Unfortunately, there has to be a big heroic climax, so we’re getting into what is (for me) the least effective part of the movie. After Sue rushes Reed back to his room to care for him, Victor Von Doom (who has been spying on Reed via hidden cameras) decides to use the machine on Ben Grimm. He uses his own electrical powers to supply the machine with more power, not coincidentally bathing himself in even more cosmic radiation, sending his mutation out of control.

Suddenly, Ben is normal again, and Doom is half metal. With his heightened powers, he easily defeats Ben before kidnapping Reed and dragging him back to his office. Once there, he dons the Doom mask and cowl.

He supercools Reed to make him brittle and able to feel pain, and then fires a heat-seeking missile at the Baxter Building. The FF are doomed!

Or not. Johnny uses the opportunity to sink or fly and we finally get to see the Torch in all his glory.

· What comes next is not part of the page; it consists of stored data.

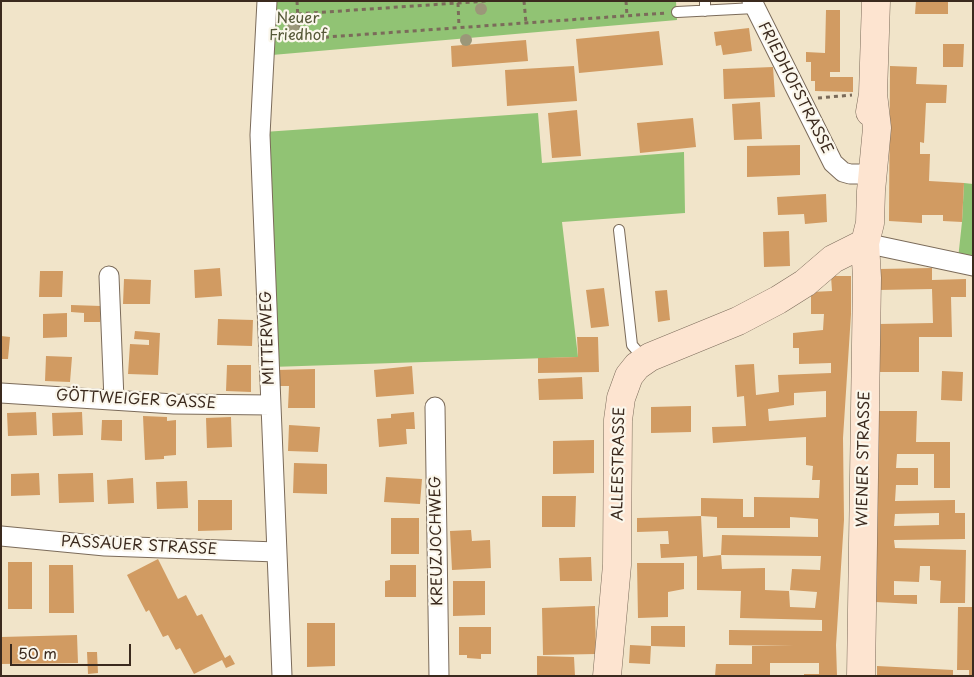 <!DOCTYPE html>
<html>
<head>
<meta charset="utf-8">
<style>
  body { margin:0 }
  #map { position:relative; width:974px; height:677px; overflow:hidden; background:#f1e4c9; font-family:"Playpen Sans",sans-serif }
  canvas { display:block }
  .frame { position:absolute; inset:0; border:2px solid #3b2a1e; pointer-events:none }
  .scale { position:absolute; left:10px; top:644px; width:121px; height:22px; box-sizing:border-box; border:2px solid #3b2a1e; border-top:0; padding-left:6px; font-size:15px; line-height:18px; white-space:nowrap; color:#3b2a1e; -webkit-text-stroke:4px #fbf7ec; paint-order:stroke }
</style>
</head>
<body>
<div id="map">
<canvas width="974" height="677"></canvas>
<div class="frame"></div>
<div class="scale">50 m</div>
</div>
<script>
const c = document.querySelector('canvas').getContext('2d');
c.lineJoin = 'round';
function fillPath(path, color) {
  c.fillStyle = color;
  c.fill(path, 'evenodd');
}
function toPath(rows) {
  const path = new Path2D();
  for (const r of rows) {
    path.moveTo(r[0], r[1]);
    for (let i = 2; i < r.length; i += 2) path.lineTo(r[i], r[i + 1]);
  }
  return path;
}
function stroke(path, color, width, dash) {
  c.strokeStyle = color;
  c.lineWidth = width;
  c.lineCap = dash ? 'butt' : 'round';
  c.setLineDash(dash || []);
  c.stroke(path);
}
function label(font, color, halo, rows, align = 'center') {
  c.font = font + ' "Playpen Sans",sans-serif';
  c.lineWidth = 4.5;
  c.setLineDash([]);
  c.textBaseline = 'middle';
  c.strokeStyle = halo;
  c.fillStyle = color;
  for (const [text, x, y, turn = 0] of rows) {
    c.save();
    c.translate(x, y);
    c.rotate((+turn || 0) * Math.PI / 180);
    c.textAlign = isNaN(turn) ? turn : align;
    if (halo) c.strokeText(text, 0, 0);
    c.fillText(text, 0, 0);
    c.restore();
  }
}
fillPath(toPath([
  [273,1,676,1,677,20,272,55],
  [538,113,542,163,684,152,685,213,562,222,578,357,271,367,264,132],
  [964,183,973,184,973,260,958,259,962,222]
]), '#91c374');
fillPath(toPath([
  [916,1,948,1,948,14,915,14],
  [826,10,840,10,840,72,830,72,830,77,853,77,853,92,815,91,815,81,811,81,811,62,806,62,806,52,825,53],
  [749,28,752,51,723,55,721,45,716,46,714,32],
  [659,31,663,65,579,73,576,39],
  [526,40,528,61,452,67,451,46],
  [943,44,964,44,963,67,943,67],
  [574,66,577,101,507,106,505,70],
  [890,66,917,67,916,84,947,85,946,103,926,103,924,143,920,142,920,154,930,154,929,181,964,183,962,222,943,221,943,215,922,215,922,223,889,221],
  [773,67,775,97,724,99,723,69],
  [760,102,762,139,734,140,732,104],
  [577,110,581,156,552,158,548,113],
  [693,118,696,147,640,153,637,123],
  [800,145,800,175,747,177,747,146],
  [826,194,827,222,805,224,804,214,778,215,777,197],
  [789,231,790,266,764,267,763,232],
  [220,268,222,296,195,298,194,270],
  [932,268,932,280,966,279,966,297,951,297,952,337,919,337,919,372,879,372,879,324,933,323,932,289,879,290,879,269],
  [40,271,63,271,62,297,39,297],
  [831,276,851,276,851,314,843,438,844,520,836,645,837,676,804,676,804,674,819,674,819,663,770,663,770,676,715,676,716,664,752,664,752,646,794,646,729,645,729,630,822,631,822,620,740,618,741,591,697,590,697,556,661,558,660,544,669,544,668,531,637,532,637,518,701,516,703,557,721,555,722,535,818,537,818,519,790,517,790,528,717,528,717,517,701,516,701,498,743,499,743,517,754,517,754,497,819,498,820,480,812,480,813,466,806,465,806,437,713,443,712,427,746,426,744,396,737,397,735,365,754,364,756,395,779,392,778,375,831,373,831,363,799,364,799,348,793,348,793,333,823,330,824,314,811,314,811,292,832,291],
  [826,391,826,417,769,421,768,409,794,405,794,393],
  [721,555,821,556,820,570,792,569,790,590,817,592,815,608,790,607,789,591,765,590,765,568,722,569],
  [124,279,151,280,150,304,123,304],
  [604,288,609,326,591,328,586,290],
  [667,290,670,320,658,322,655,291],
  [71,305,101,306,100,322,84,322,84,313,71,312],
  [67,313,67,337,43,338,43,314],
  [218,319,253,320,252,346,217,345],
  [135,331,160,333,158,375,128,374,130,344,149,345,149,340,134,339],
  [1,336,10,337,8,359,1,359],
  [577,337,598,337,599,372,538,373,538,358,578,357],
  [46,356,72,357,70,382,45,381],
  [227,365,251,365,251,392,226,391],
  [412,366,414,394,376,397,374,370],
  [315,369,315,408,288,408,289,386,277,386,277,370],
  [942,371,963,372,962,401,941,400],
  [582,377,583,399,539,400,538,379],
  [691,406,691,432,651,433,651,407],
  [878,411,917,411,916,442,950,442,950,488,934,488,934,454,897,454,896,468,918,468,918,485,896,485,895,501,955,500,955,513,965,513,965,539,894,540,895,548,966,550,965,603,940,603,941,581,930,580,930,566,920,566,919,582,894,581,894,595,917,595,917,604,875,602],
  [939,513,939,525,894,526,895,514],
  [36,412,37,435,8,436,7,413],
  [82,412,83,435,53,436,52,413],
  [414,412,415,429,406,429,407,444,379,447,377,419,391,418,391,414],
  [143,416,167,417,167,421,176,420,176,455,164,456,164,459,145,460],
  [231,417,232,447,207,448,206,418],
  [102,420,122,420,122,441,101,440],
  [289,425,320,427,318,452,288,451],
  [594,440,594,473,553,474,553,441],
  [294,463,327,464,327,494,293,493],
  [39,473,40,495,11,496,11,474],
  [93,473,94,502,59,503,58,474],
  [386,477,422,479,420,504,384,502],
  [133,478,134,503,108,504,107,480],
  [187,481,188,508,157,509,156,482],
  [542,496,576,496,575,527,542,527],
  [198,500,232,500,232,530,198,531],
  [391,518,419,518,419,554,391,554],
  [471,530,472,541,490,540,491,568,452,570,450,531],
  [591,557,592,581,560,581,559,558],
  [158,559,178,599,186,595,197,616,202,614,225,658,230,655,235,664,226,668,222,660,194,674,180,648,176,650,168,635,163,637,149,610,146,612,127,575],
  [8,562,32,562,32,609,8,609],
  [637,563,684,563,684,589,668,592,668,617,638,618],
  [49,565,73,565,74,613,49,613],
  [390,565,416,565,416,597,385,597,385,581,390,580],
  [453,581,485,581,485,615,453,616],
  [595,606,596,654,543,655,542,608],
  [958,607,973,607,973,676,969,676,969,670,957,670],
  [307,623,335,623,335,666,307,667],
  [651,626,685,626,685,647,651,646],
  [459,627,491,627,491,654,481,654,481,659,467,658,467,655,459,655],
  [77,635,78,663,1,664,1,637],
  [630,645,651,646,650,664,629,663],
  [87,652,97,652,98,673,88,674],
  [537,656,574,657,575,676,537,676],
  [877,666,953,670,953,676,877,676]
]), '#d19b62');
const lane = toPath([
  [705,1,705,11],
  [677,12,755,8],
  [619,230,632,345,645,360]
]);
const street = toPath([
  [267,1,260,135,282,676],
  [752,1,833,163,843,172,850,174,872,174],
  [865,243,973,266],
  [109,276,114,400],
  [1,393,174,404,271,405],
  [435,407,439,676],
  [1,536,105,546,277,552]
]);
const secondary = toPath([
  [870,112,873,94,876,1],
  [607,676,617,565,618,420,621,398,629,376,637,366,650,357,738,321,778,300,805,283,833,259,865,243],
  [861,676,867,278,865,243,870,223,871,191,877,128,873,94]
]);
stroke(lane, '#7b6b5a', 12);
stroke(street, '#7b6b5a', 21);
stroke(secondary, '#7b6b5a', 29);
stroke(toPath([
  [297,1,299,39,666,13],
  [524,1,526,23],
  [626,1,627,16],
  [458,3,459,27],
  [282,15,487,1],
  [818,98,852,95]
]), '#7b6b5a', 3, [4, 4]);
stroke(lane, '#fff', 10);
stroke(street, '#fff', 19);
stroke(secondary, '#fde4d0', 28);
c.fillStyle = '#9b9779';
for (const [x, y] of [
  [481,9],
  [293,28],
  [466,40]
]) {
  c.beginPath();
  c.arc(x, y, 6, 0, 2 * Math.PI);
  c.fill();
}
label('15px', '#555838', '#fbf7ec', [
  ["Neuer",298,19],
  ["Friedhof",298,36]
]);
label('15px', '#3b2a1e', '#fbf7ec', [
  ["FRIEDHOFSTRASSE",795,88,63],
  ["MITTERWEG",268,338,-92],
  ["GÖTTWEIGER GASSE",136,400,3],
  ["WIENER STRASSE",864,459,-89],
  ["ALLEESTRASSE",619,464,-89],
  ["KREUZJOCHWEG",437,541,-91],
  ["PASSAUER STRASSE",139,546,3]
]);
</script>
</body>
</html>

While Johnny is trying to evade the missile, Sue goes to Doom’s office to free Reed. And Ben reverses the polarity on Reed’s machine to turn back into the Thing, setting up a final confrontation in the street that the Four win pretty handily using a combination of all their powers. Doom ends up a metallic statue, either dead or paralyzed. And finally, the group accepts its new status as a superhero team, not four people with a weird space disease.

The film  ends with a celebration party in which Ben and Alicia are together, Reed proposes to Sue and the Torch gives a final nod to those original Kirby issues by drawing the “4” signal in the sky just like he did in one of the earliest comics.

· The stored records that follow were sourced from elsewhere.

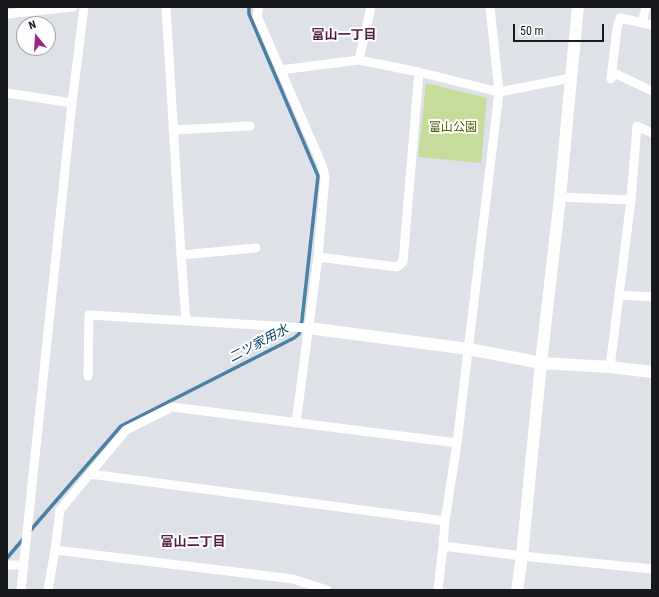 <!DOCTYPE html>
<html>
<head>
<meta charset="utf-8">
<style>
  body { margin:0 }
  #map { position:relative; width:659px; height:597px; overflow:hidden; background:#dfe1e9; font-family:"Roboto Condensed",sans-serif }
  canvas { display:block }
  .frame { position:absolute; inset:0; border:8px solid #18191c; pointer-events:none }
  .north { position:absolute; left:16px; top:16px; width:40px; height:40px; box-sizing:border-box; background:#fff; border:1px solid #a3a3a4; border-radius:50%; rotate:342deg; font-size:11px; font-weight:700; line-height:16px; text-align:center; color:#18191c }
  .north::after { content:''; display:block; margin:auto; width:14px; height:18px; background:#9a2783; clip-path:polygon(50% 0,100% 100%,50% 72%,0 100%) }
  .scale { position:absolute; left:513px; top:24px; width:91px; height:18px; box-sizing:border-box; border:2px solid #18191c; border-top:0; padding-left:5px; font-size:12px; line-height:14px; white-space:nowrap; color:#18191c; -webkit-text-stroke:3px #fff; paint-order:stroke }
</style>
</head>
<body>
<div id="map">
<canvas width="659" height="597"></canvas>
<div class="frame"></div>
<div class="north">N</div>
<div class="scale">50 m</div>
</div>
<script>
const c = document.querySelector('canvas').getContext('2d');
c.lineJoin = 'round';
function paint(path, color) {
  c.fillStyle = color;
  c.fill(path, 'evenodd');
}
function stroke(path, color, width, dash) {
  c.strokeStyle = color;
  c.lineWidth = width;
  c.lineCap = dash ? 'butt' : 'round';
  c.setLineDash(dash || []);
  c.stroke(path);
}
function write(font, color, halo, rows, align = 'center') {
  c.font = font + ' "Roboto Condensed","Noto Sans JP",sans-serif';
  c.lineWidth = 4;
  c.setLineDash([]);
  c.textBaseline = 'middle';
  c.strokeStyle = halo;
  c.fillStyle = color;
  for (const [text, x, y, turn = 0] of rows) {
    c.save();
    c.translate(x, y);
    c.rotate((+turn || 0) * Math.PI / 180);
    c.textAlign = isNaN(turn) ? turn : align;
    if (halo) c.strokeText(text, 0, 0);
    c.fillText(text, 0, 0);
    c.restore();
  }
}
paint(new Path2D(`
  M426,83L487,98L481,163L418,157Z`), '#c6dc9a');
stroke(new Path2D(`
  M29,532L121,426L294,338L299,334L302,320L318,176L249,14V7
  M7,558L24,538`), '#4a81a4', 3.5);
stroke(new Path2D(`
  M166,7L181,255L186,321
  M259,7L257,16L322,165L325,177L318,257L296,423
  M7,14L73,7
  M642,23L646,7
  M359,60L371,7
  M280,70L359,60L419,72L499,92L571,78
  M612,72L652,91
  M611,79L617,28L620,18L652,25
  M7,93L72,103
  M173,130L250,126
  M652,133L637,126L631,200L619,295L652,297
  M560,197L631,200
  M181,255L256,248
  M318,257L397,267L403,262L419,72
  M610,367L619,295
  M88,376L89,315L308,328
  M90,474L445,521
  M443,546L522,556L652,569
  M55,550L293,579L327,590
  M7,565H24
  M21,590L72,103L84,7
  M48,590L55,550L60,510L126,430L172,407L457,443
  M438,590L443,546L445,521L457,443L499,92L490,7`), '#fff', 9);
stroke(new Path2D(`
  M308,328L469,349L541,363L610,367L652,372
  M517,590L522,556L541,363L560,197L571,78L578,7`), '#fff', 12);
write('12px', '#4a5e05', '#fff', [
  ["富山公園",453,128]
]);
write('bold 13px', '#531c47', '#fff', [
  ["富山一丁目",344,36],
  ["富山二丁目",193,543]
]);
write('italic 13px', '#054667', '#fff', [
  ["二ツ家用水",259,344,-28]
]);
</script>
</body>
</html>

In the end, like I said earlier, there’s a lot I like about this film. I like the funny tone, and I like the performances and chemistry of the leads. Where the movie falls down for me is with the character of Doom. The Doctor Doom of the comics has always been majestic, larger than life, and Julian McMahon’s Doom is not that. Pushed around by his board of directors, jealous of Reed, pining for Sue–Doom in the movie is a small man who happens to luck into a big power. He makes a pretty decent nemesis for their first story, actually; he’s just not Doctor Doom.